Tuesday, April 8, 2014

National Volunteer Week - Tony Tobbe



Tony Tobbe (right) receives the 2013 Exceptional Volunteer Service Award
Volunteer Tony Tobbe began his volunteer service with the American Red Cross in June of 2011. After retiring from GE, Tony joined the Red Cross to add something significant to his newly open schedule. He is now a cross-trained volunteer serving in both our Disaster Services program as well as our Blood Services program.

Tony is both a Disaster Action Team member and a Disaster Response volunteer. In his three years with the American Red Cross, Tony has responded to numerous house fires and emergency situations here in Louisville. He deployed for Hurricane Isaac and Hurricane Sandy in 2012 and the Oklahoma Tornadoes and massive Colorado flooding in 2013. All together Tony has served 836 hours with our Disaster Services program.

Tony has also donated 1180 hours of his time to helping ensure a stable blood supply in our region. As a Blood Services volunteer, Tony not only volunteers at local blood drives, but also assists as a Blood Driver, couriering blood and blood products to and from locations as far away as Evansville, Indiana. In 2013, he received the 2013 Exceptional Volunteer Service Award for the River Valley Blood Region. And to top it off, he is a long time blood donor himself!

When he is not working with his Red Cross team, Tony spends time with his wife, children and grandchildren. He is also a University of Kentucky Committee 101 member, so he spends quite a bit of time driving down I-64 to help usher UK athletics events in his coveted blue coat.

To register to become a Red Cross volunteer and to see Red Cross volunteer opportunities in your area, visit www.redcross.org/volunteer.
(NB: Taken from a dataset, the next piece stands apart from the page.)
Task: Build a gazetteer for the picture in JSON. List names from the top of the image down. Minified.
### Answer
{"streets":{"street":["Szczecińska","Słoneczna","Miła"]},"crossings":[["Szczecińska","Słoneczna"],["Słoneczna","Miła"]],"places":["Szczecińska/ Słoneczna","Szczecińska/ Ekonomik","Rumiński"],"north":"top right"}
National Volunteer Week - Annaliese & Bill Griffin



Annaliese and Bill Griffin
The following is from a 2010 interview with volunteer Annaliese Griffin. Annaliese has now been volunteering at the American Red Cross for 29 years, and her husband Bill for 25 years. WDRB recently ran a special segment on Annaliese’s past as a volunteer and German immigrant with Anchor David Scott. He learned about Annaliese’s story through his years donating at the American Red Cross East End Blood Donor Center.  

Annaliese & Bill Griffin
I will be volunteering with the Red Cross for 25 years this summer and for Bill it will be 21 years. Soon after I came to America, Bill’s mother was seriously ill and dying. The doctor only gave her a few days to live and her only wish during this time was to see her youngest son, who was deployed in Germany during WWII, one last time. I was telling my neighbor this story and I didn’t know then that he was a high-ranking employee with the American Red Cross.

He was able to call Washington and get my brother-in-law home in just 24 hours to see his mother and spend that time with our family. We were so appreciative of what the Red Cross did for us then. That’s why we volunteer with the Red Cross now.
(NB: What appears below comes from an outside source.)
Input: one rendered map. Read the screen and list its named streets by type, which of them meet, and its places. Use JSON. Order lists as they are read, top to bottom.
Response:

I (Annaliese) started with WSYL (We Speak Your Language) as a German translator and then Bill and I were disaster volunteers and helped out at other big American Red Cross events like the golf scramble and the Gatsby Ball. Now we volunteer at the bloodmobiles and the Donoramas, and I volunteer about twice a week at the East End fixed site. I work in the refreshment area and Bill works as the greeter.

To register to become a Red Cross volunteer and to see Red Cross volunteer opportunities in your area, visit redcross.org/volunteer.
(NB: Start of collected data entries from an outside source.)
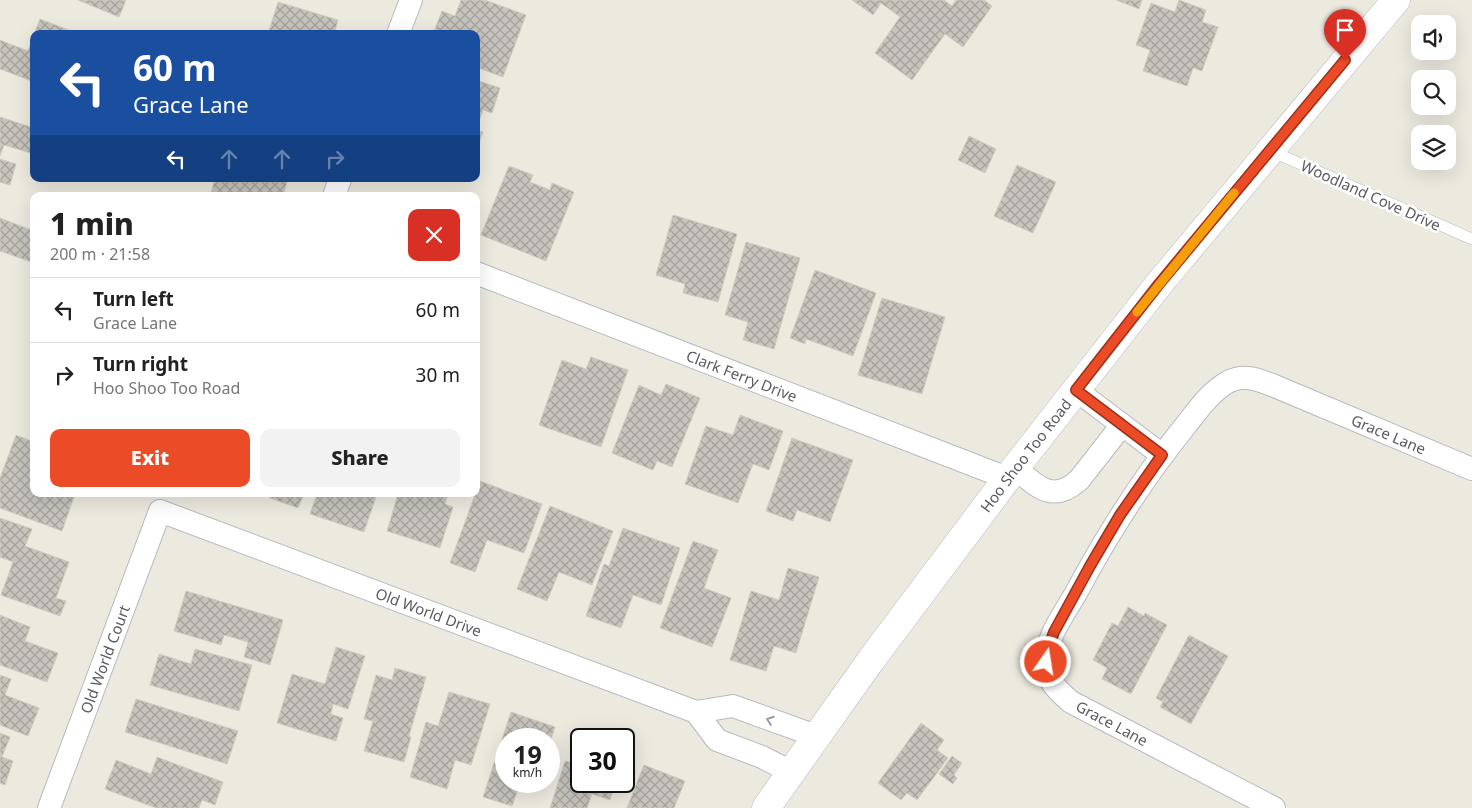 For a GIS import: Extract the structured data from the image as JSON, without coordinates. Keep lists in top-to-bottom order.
{
  "streets": {
    "street": [
      "Clark Ferry Drive",
      "Grace Lane",
      "Hoo Shoo Too Road",
      "Old World Drive",
      "Old World Court"
    ],
    "lane": ["Woodland Cove Drive"]
  },
  "crossings": [
    ["Woodland Cove Drive", "Hoo Shoo Too Road"],
    ["Clark Ferry Drive", "Hoo Shoo Too Road"],
    ["Hoo Shoo Too Road", "Old World Drive"],
    ["Old World Drive", "Old World Court"]
  ],
  "page": {
    "turn": ["60 m", "Grace Lane"],
    "heading": ["1 min", "200 m · 21:58"],
    "list": [
      {
        "name": "Turn left",
        "note": "Grace Lane",
        "value": "60 m"
      },
      {
        "name": "Turn right",
        "note": "Hoo Shoo Too Road",
        "value": "30 m"
      }
    ],
    "buttons": ["Exit", "Share"],
    "speed": "19 km/h",
    "limit": "30"
  }
}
National Volunteer Week - Sara Shelton


Crossing Generations members Ainsley Jones and Sara Shelton promote the Wrapped in Red Gala & Red Lounge.
Sara Shelton joined the Red Cross in 2009 as a member of our Crossing Generations Society. Sara is a young professional and works for Triangle Talent as a Senior Producer. She travels frequently, primarily to state fairs and music festivals, to promote concerts and work with bands directly.

Sara’s impact has included assisting with the development and planning of our Wrapped in Red Gala, chairing the Red Lounge committee, setting up blood donation opportunities and CPR/First Aid trainings for young professionals, and more. She is currently the Chair of our Crossing Generations group and was previously the Director of Recruitment and Retention. During the March 2012 tornado relief efforts, she recruited other young professionals to help cover telethons, benefit concerts and other fundraising opportunities. She shadowed a Red Cross response vehicle the day after the storms. Finally, she believes in what she asks others to do—she is a blood donor, financial donor and is trained in CPR/First Aid.

To register to become a Red Cross volunteer and to see Red Cross volunteer opportunities in your area, visit redcross.org/volunteer.

National Volunteer Week - Michael Jones



Michael Jones, center right, with fellow Red Cross Club Council Members following a Pillowcase Project presentation.
Michael Jones has a heart for disaster services. He is frequently adding to a portfolio of disaster training and service leadership. Since the fall of 2012, Michael has given 540 hours of service to the Red Cross.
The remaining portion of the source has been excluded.